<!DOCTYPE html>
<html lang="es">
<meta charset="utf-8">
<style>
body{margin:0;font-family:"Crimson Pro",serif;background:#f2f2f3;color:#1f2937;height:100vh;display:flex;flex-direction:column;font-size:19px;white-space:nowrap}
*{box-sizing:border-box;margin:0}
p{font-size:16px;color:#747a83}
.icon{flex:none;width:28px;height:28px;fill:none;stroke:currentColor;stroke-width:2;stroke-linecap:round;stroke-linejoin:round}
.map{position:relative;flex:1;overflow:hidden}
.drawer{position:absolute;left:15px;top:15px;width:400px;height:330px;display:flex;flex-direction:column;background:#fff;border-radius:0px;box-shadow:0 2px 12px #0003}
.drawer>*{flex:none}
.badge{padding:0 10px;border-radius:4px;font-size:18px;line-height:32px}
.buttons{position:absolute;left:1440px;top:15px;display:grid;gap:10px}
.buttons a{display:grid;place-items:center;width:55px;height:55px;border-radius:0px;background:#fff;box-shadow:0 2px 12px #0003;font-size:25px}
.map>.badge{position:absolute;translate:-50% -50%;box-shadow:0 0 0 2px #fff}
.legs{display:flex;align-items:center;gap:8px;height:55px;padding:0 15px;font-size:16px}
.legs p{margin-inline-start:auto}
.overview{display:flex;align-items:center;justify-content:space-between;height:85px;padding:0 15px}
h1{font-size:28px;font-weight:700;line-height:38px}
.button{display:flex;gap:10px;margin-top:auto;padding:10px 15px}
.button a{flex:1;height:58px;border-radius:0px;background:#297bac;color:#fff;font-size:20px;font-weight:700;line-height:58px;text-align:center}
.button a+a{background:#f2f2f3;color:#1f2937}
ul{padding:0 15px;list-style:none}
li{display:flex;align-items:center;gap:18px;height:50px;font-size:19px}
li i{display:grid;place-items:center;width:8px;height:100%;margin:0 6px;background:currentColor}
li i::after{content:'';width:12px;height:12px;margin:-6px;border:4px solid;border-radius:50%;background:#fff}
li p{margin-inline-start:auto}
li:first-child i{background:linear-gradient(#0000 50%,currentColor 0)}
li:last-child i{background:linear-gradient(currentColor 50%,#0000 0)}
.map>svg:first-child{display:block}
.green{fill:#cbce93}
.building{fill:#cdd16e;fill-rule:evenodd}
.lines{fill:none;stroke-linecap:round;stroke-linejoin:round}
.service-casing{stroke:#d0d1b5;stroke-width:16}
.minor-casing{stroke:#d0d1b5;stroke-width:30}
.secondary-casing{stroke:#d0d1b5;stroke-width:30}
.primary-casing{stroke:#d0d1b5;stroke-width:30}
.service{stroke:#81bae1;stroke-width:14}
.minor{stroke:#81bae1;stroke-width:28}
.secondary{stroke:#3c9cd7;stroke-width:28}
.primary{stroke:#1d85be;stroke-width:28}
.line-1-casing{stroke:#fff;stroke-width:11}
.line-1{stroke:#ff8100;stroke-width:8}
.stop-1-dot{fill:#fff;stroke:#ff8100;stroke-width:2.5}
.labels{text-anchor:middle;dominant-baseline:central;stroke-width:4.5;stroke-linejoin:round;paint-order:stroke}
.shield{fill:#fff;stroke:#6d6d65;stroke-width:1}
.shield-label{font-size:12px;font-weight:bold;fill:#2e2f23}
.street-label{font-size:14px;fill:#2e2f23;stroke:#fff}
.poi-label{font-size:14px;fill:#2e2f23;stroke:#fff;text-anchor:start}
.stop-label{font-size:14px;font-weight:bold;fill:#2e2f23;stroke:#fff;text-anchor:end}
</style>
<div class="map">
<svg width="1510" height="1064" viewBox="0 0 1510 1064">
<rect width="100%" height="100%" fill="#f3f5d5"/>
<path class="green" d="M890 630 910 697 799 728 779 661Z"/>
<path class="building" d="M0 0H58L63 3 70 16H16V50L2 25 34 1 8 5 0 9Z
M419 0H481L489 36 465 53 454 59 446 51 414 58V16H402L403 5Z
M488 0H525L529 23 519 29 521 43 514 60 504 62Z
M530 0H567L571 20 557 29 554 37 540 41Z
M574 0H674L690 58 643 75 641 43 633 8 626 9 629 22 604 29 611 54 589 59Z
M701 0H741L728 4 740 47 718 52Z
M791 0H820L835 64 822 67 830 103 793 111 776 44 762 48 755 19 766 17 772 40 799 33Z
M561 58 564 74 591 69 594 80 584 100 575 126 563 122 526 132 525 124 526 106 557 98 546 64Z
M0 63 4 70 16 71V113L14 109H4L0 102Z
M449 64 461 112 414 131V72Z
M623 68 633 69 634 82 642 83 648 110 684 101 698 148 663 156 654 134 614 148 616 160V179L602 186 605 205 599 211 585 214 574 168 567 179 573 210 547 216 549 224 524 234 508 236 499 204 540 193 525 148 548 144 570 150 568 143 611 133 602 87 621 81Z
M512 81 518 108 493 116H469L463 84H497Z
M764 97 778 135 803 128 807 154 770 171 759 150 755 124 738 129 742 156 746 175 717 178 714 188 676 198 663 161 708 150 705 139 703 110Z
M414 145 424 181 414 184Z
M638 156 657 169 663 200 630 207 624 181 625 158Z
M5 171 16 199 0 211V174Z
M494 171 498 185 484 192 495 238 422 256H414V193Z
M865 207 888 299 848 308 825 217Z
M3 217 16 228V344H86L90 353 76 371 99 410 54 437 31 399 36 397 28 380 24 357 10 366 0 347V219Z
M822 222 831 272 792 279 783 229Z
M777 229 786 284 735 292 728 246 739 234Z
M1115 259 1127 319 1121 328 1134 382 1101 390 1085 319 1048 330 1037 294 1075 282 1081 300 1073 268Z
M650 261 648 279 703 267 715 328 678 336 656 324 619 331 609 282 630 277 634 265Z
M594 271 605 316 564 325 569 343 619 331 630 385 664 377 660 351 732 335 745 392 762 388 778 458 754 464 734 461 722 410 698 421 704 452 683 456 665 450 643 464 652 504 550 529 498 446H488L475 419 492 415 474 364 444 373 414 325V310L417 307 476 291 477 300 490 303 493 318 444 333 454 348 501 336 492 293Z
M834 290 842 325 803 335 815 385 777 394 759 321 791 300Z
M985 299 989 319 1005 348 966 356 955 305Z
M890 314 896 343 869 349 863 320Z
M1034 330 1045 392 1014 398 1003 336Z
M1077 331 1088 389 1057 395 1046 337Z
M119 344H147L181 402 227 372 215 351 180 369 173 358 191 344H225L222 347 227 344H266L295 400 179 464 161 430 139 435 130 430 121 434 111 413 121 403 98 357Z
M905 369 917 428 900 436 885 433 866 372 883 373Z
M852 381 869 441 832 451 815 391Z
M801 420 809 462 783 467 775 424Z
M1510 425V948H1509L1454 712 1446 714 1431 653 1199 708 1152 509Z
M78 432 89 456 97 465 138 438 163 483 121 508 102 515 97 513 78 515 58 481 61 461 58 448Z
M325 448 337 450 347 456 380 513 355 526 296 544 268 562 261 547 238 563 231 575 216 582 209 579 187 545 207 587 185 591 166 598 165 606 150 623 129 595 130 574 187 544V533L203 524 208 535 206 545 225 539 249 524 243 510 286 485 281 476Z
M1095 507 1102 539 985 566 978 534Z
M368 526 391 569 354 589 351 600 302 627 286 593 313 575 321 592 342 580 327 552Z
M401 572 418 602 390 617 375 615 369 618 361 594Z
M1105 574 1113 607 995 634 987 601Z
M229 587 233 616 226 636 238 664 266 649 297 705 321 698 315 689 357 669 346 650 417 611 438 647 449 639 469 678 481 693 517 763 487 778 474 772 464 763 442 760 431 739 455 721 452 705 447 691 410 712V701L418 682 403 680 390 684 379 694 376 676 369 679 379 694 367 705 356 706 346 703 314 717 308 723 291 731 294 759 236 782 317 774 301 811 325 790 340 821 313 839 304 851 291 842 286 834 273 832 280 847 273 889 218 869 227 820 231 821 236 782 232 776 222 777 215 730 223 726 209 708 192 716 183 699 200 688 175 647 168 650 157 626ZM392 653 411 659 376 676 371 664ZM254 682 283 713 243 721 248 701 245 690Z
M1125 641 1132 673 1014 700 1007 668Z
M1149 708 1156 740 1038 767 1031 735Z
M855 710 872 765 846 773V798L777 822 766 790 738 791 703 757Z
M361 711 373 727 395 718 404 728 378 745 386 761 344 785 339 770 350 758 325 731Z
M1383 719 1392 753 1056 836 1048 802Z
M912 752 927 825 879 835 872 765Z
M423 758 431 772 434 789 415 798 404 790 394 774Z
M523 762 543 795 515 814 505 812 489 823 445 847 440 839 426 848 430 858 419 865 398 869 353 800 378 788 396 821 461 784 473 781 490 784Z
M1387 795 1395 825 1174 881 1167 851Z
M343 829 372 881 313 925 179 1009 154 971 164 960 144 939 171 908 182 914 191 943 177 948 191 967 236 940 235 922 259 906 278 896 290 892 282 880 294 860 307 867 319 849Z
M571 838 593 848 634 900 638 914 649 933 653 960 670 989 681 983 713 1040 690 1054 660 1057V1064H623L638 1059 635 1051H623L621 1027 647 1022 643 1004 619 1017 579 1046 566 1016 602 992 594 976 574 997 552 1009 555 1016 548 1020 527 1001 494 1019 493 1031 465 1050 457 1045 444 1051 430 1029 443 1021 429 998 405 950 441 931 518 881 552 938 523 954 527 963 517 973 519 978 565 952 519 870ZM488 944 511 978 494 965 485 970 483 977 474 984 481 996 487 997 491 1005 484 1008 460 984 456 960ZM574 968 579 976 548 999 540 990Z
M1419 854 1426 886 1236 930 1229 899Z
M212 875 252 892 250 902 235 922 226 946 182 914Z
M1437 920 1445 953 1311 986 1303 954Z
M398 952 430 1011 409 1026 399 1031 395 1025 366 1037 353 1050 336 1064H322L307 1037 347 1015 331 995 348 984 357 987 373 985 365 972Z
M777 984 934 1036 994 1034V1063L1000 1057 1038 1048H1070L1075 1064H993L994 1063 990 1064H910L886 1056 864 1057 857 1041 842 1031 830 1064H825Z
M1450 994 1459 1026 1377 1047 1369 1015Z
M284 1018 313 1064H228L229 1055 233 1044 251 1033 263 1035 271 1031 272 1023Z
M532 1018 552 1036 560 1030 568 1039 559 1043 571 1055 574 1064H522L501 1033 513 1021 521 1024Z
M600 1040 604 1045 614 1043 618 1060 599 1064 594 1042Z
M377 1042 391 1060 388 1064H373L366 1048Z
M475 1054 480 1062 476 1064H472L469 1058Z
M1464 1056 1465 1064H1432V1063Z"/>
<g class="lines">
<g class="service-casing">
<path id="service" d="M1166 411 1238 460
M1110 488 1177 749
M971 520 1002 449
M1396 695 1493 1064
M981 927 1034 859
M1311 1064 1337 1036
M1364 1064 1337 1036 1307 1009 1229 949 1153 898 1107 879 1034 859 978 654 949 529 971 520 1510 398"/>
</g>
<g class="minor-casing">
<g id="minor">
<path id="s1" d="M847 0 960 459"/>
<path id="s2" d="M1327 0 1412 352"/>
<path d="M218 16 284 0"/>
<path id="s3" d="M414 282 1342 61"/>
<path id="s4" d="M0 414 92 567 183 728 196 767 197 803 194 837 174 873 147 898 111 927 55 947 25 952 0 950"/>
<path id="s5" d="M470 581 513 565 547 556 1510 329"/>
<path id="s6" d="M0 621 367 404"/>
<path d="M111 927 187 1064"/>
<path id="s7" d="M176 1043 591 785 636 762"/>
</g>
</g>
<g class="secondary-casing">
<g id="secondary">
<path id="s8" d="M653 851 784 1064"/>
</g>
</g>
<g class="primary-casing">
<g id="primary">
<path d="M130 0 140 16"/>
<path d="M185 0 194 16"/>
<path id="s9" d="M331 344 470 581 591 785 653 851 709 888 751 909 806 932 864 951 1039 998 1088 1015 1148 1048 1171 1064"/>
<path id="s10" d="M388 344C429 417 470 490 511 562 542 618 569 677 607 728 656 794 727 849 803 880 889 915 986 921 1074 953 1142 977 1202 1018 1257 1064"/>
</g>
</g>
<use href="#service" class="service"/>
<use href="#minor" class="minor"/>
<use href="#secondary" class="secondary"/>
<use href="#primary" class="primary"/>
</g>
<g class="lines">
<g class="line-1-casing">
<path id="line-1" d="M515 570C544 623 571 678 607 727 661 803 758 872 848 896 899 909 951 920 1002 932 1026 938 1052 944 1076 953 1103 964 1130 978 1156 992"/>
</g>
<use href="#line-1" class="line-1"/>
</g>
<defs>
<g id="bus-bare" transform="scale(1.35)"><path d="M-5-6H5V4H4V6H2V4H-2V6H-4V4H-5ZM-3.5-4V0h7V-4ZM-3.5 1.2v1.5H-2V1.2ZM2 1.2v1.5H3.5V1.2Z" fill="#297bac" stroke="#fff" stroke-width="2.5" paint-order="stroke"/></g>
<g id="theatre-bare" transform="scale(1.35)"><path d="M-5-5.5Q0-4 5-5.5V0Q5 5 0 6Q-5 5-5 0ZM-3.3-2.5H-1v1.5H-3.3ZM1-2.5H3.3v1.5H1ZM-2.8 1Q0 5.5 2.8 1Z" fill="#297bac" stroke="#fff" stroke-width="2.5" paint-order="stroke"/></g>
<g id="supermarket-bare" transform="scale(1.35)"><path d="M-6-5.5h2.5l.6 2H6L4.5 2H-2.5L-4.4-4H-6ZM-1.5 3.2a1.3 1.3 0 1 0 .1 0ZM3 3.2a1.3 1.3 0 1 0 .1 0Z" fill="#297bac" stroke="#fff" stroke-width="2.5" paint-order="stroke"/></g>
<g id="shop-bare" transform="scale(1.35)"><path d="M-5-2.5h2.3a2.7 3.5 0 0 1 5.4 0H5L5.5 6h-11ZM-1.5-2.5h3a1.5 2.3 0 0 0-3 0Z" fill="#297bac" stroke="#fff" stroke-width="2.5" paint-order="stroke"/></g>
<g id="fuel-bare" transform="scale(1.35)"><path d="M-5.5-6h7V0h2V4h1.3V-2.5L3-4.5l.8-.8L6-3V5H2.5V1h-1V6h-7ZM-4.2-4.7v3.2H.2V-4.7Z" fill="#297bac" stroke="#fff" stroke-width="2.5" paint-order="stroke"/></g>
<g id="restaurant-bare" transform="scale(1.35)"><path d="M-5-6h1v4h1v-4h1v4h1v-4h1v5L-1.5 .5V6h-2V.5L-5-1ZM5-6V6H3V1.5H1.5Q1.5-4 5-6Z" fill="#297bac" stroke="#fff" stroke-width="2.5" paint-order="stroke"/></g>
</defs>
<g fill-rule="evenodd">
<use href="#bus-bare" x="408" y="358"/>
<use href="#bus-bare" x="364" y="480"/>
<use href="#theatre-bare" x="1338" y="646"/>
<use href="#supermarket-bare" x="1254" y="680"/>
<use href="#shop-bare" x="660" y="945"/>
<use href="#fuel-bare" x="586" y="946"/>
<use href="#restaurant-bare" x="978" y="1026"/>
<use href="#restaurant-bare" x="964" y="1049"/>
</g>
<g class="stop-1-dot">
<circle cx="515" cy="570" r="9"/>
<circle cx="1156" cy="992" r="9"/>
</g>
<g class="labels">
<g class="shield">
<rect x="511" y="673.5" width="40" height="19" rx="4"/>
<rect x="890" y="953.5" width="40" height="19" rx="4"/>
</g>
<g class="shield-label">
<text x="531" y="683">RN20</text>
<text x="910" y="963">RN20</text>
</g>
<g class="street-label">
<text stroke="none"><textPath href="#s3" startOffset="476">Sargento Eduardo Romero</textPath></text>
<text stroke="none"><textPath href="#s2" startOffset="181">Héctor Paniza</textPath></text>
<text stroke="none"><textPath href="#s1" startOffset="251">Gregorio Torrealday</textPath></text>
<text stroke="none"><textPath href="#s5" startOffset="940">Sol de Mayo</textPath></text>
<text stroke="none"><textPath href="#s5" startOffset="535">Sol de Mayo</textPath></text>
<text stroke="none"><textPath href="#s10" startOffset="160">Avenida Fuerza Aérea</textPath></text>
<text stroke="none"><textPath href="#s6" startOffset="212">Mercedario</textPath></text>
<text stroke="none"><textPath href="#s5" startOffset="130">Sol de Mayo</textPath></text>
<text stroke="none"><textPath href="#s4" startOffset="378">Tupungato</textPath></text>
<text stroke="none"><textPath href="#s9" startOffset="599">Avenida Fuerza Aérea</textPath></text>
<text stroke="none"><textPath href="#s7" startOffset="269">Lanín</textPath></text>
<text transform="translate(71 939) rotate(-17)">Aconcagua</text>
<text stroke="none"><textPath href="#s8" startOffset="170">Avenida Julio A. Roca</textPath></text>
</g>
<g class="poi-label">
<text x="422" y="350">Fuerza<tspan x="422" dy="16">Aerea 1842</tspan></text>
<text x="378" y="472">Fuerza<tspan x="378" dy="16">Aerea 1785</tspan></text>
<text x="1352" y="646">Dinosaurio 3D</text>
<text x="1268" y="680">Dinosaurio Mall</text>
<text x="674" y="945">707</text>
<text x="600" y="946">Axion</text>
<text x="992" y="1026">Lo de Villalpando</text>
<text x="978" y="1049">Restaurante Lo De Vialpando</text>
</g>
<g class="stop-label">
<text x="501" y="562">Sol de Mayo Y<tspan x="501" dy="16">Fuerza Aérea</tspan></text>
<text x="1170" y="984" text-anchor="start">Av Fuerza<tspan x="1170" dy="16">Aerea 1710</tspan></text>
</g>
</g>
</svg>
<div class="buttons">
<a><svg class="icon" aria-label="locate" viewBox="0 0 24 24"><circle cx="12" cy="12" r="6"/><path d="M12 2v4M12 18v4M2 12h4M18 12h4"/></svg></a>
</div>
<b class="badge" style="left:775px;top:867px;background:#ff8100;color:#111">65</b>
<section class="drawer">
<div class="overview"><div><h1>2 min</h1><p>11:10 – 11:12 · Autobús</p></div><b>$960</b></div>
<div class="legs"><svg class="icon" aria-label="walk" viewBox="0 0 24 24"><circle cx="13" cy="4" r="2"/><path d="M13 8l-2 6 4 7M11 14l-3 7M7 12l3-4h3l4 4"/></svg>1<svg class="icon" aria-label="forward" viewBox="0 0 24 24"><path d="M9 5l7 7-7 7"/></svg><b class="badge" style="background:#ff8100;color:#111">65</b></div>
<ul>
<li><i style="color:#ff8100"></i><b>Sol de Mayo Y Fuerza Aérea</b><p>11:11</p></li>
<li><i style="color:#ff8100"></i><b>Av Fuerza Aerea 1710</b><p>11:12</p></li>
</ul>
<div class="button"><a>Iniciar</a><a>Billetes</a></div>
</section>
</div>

= = = = = = =

§ **The problem**
Scan the listing above for the word "street" and show each line where it is found.

§ **Response for this exercise**
.street-label{font-size:14px;fill:#2e2f23;stroke:#fff}
<g class="street-label">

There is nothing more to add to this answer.